[Saved data entries]
================================

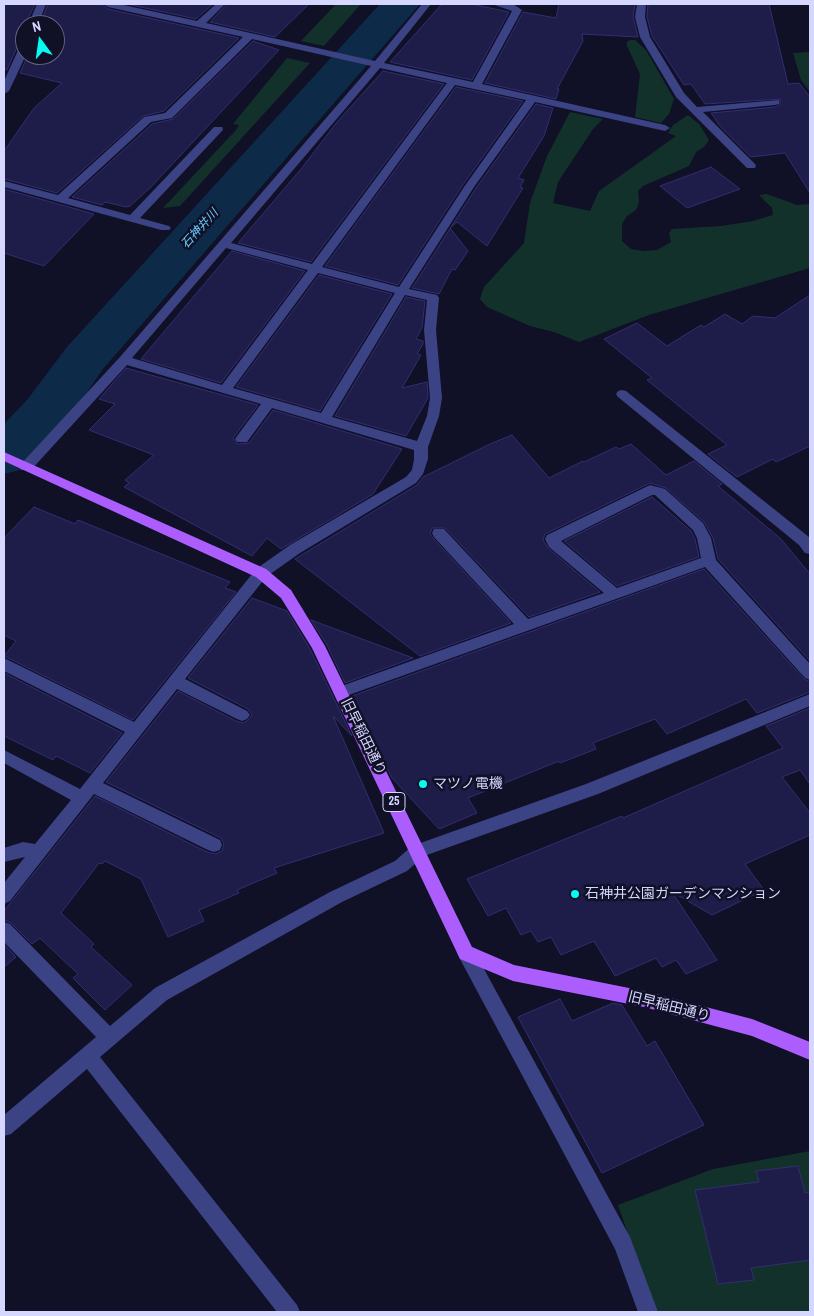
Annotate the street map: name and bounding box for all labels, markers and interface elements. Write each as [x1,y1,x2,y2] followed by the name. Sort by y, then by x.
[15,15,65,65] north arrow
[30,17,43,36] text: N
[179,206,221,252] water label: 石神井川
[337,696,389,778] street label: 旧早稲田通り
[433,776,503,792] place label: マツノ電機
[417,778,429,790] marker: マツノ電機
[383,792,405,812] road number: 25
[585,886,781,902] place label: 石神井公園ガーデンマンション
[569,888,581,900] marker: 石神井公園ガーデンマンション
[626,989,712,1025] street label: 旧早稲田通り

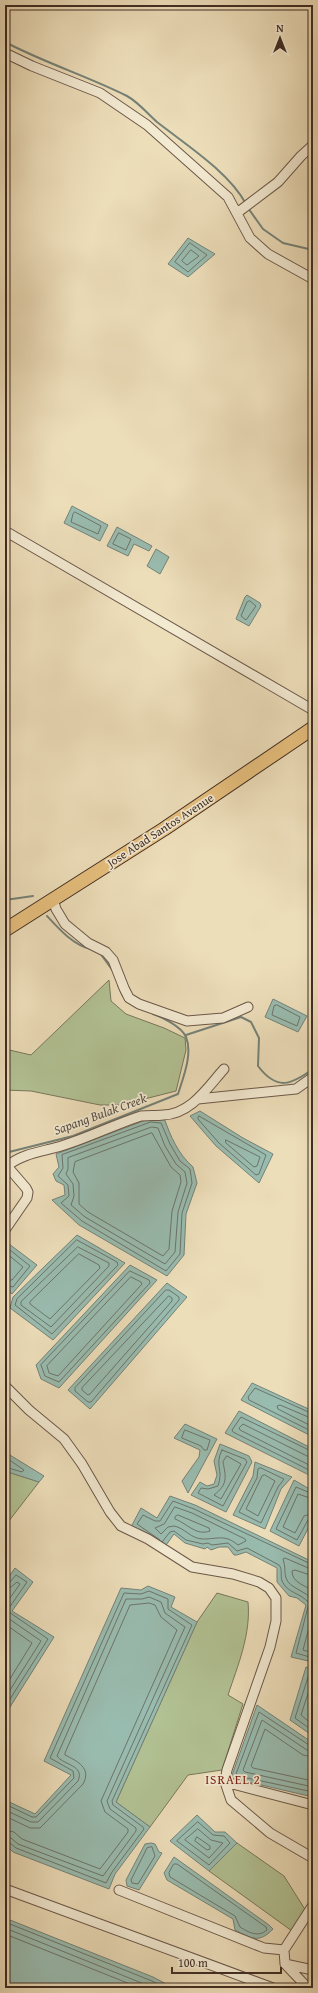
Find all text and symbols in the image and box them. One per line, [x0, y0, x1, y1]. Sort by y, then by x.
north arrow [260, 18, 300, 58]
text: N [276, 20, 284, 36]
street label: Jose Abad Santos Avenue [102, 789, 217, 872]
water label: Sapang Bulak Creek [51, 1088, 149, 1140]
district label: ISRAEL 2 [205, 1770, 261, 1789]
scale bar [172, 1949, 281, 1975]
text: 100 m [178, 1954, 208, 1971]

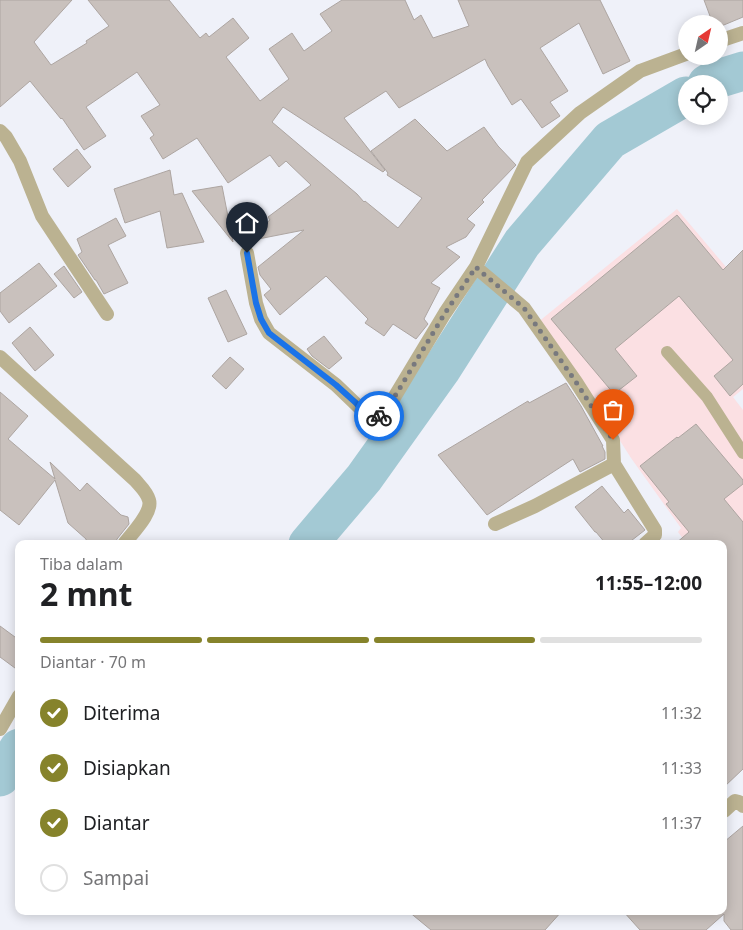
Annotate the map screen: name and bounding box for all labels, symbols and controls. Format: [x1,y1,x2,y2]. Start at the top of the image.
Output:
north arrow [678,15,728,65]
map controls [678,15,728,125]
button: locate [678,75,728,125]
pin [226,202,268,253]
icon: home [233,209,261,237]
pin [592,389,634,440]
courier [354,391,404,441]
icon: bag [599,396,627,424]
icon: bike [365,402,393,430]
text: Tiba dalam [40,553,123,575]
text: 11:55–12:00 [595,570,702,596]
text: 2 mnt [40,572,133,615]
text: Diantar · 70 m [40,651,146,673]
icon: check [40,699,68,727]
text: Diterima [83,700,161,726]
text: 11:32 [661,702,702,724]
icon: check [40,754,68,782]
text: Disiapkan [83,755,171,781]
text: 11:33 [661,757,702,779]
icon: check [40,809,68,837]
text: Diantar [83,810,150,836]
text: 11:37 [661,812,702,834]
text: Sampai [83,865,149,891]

================================

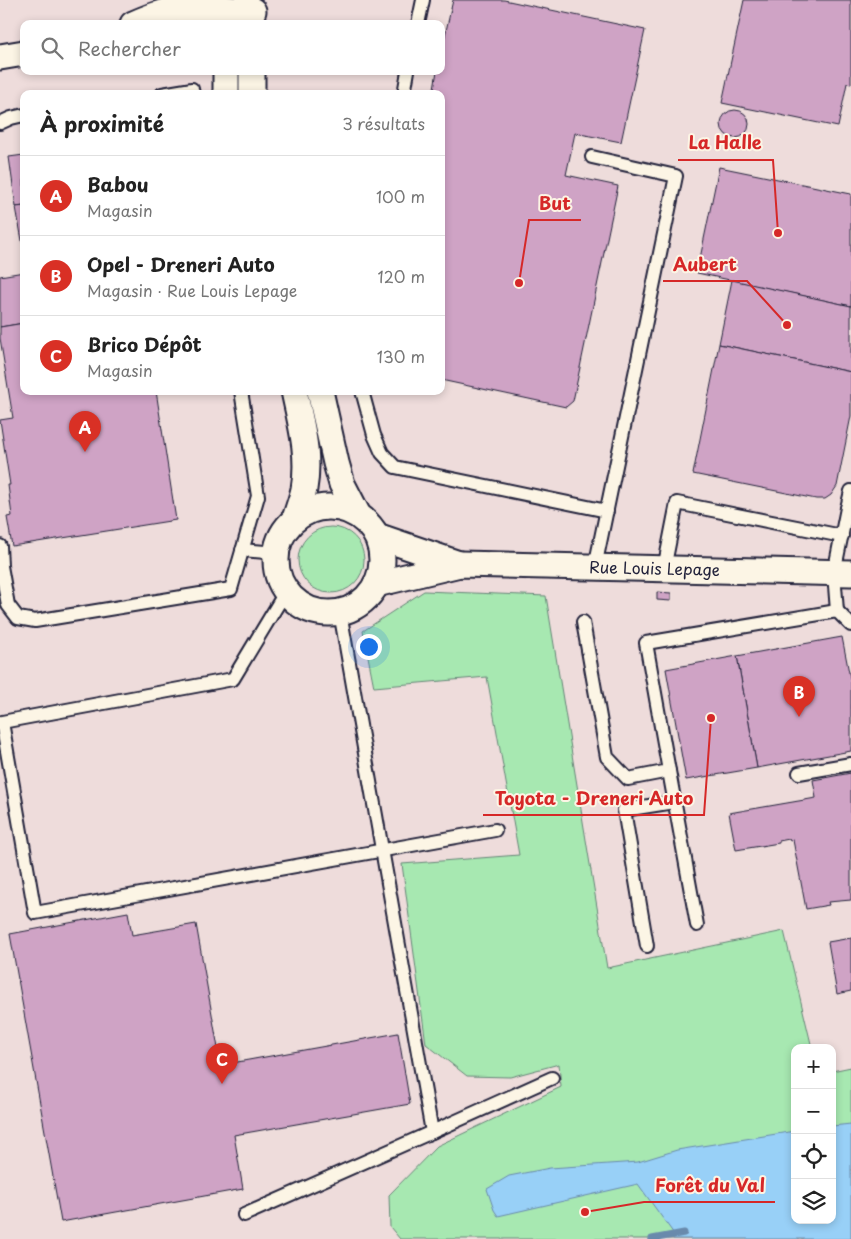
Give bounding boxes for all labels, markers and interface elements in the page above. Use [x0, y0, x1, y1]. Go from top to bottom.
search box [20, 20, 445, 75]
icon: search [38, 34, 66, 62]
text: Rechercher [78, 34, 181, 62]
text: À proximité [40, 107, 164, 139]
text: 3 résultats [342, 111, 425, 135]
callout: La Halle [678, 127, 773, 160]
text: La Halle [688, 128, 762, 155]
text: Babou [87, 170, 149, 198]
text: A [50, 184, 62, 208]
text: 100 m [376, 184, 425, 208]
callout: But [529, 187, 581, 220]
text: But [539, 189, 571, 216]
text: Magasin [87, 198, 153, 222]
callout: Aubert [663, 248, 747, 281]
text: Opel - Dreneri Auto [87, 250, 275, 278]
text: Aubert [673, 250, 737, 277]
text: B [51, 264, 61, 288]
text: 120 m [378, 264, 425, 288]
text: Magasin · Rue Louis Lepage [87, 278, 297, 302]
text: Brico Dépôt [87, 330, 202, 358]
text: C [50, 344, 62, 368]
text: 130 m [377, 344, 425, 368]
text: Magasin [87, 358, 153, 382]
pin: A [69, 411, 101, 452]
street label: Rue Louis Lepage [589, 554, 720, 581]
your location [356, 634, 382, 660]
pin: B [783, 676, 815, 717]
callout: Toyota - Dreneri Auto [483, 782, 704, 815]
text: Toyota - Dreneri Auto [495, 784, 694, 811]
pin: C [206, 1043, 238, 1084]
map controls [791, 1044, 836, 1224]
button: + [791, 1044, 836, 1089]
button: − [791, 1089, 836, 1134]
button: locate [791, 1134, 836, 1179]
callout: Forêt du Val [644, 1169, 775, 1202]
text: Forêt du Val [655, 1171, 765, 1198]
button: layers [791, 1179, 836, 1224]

================================

◆ TASK INSTRUCTIONS
Could you write out exactly the lines of the data above that run from the one holding "Find all text" to the one holding "Annotate the map", with both ends in and all pictures out?

◆ EXERCISE SOLUTION
Find all text and symbols in the image and box them. One per line, [x0, y0, x1, y1]. Sort by y, then by x.
north arrow [260, 18, 300, 58]
text: N [276, 20, 284, 36]
street label: Jose Abad Santos Avenue [102, 789, 217, 872]
water label: Sapang Bulak Creek [51, 1088, 149, 1140]
district label: ISRAEL 2 [205, 1770, 261, 1789]
scale bar [172, 1949, 281, 1975]
text: 100 m [178, 1954, 208, 1971]

Annotate the map screen: name and bounding box for all labels, symbols and controls. Format: [x1,y1,x2,y2]. Start at the top of the image.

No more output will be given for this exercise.